17 Responses to “Wall Street Cheat Sheet”

  1. KidDynamite says:

    barry – fantastic explanation of the misconceptions of the Boskin Commission and the not-so-deflationary pricing life cycle of tech products.

  2. Red Pill says:

    Actually, a mathematical model (unless exhibiting chaotic dynamics) will by definition be very precise, giving the same result for the same inputs. However, regarding reality, it might not be accurate. Not accurate but very precise! Precision impresses a lot of people.


    BR: Restated: They all are inaccurate, most are imprecise!

  3. call me ahab says:

    Morpheus . . .er . . . I mean . . . BR-

    great interview- looks like there is more to come- good observation that it was only a handful of people that brought AIG and Merril Lynch too their knees-

    that you were also likened to Sub Pop Records . . . pretty cool. . .so would the TBP be like the equivalent of Sub Pop’s Nirvana or . . . maybe Soundgarden?

  4. If you liked Barry in Part 1, in Part 2 he tells a story I believe will become Wall Street legend when our kids ask us about the Great Crash of 08. Should be up Monday.

    It was a pleasure and honor to have an hour long conversation with Barry. Tens of thousands of hours of dorm room philosophizing finally paid off.

    Thanks, Barry.

  5. Transor Z says:

    Nintendo, eh? Techmo Bowl?

  6. Mannwich says:

    Great interview, Barry & Damien. Well done. Looking forward to next week’s excerpt.

  7. Fredex says:

    Re restated: “All models are wrong, but some are useful.” – George Box, statistician

  8. willid3 says:

    BR, you observation about how prices deflate as you produce more of a good, is true of more than just technology (though it sure easier to see). it applies to just about any manufactured good. and models based on math (and computers) are always as good as those who picked the variables. and how they used them. and how they viewed the world too i would guess. and especially how their bosses do!!

  9. adeev says:

    “Anytime you are going to attempt to depict reality with a mathematical construct, the model will never be precise. ”

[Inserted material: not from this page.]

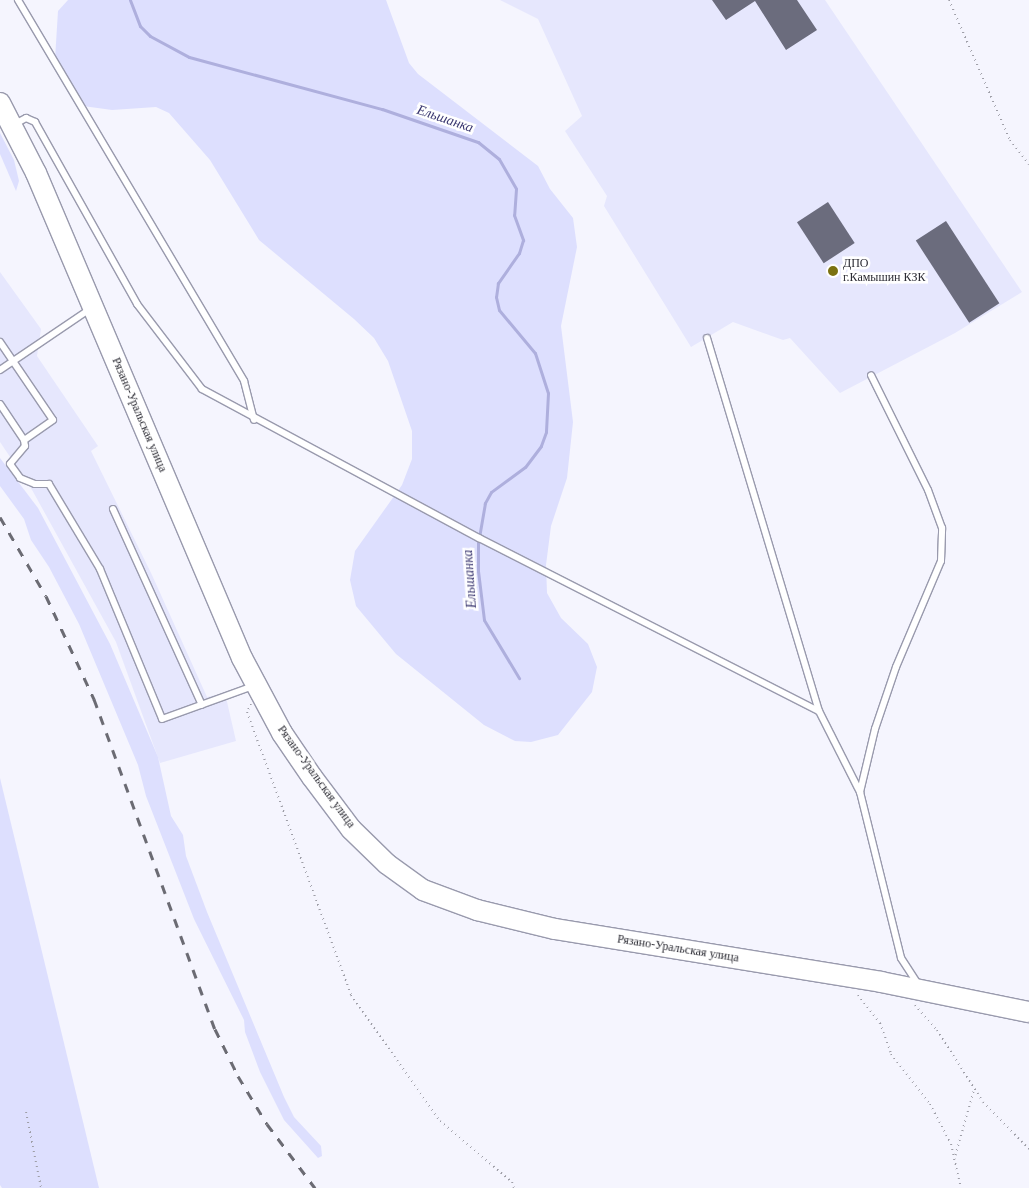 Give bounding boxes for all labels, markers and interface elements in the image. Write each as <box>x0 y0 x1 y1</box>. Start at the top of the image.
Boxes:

    I think you meant “human behavior” instead of reality because Newtonian and quantum mechanics,for example, quite accurately depict reality.


    Excellent point!

    I was being imprecise with my language, in referring to markets and the economy as reality

  10. wally says:

    “Anytime you are going to attempt to depict reality with a mathematical construct, the model will never be precise.”

    The name Kurt Godel comes to mind here.

  11. alfred e says:

    @Fredex: Had fortten about George Box’s classic statement. Seems relevant.

    @Wally: Wow! I guess this is the math stream. So how many people exactly remember Box and Godel?

  12. Mike in Nola says:

    Bailing out into Poly Sci? What a wimp.

  13. mickslam says:

    The Subpop of the economics world! That is a very high complement.

    Interesting that you use a factor model approach. Factor models when used correctly (basically managing less than a few billion) are incredible.


    The equation for sampling with replacement is the basis of all intelligent risk management. Most people do not understand this, so risk way, way, way too much or look at entirely inappropriate metrics, like VAR. Vary the success ratio until you reach historical lows or highs and you will have a good, but not exact, idea of the risk you are facing. Stress test with crazy numbers, and you will get your max risk over a 20 year trading period. Basically, sampling with replacement will tell you how bad it is likely to get over the next X trades, given your assumptions. The assumptions are simple enough to be “played with” and intuitively known.

    Winning streaks and losing “streaks” are far more common than people expect. So many of the best traders in the world were gambling statistics freaks – who use this equation constantly in one form or another.

  14. Zed says:

    Barry, is that your Blue Steel?

  15. jonpublic says:

    Your picture needs a caption, like “I am serious picture, the big.” or some other LOL cat quote.

  16. Groty says:

    “The sweater” makes a comeback in the dog days of summer!!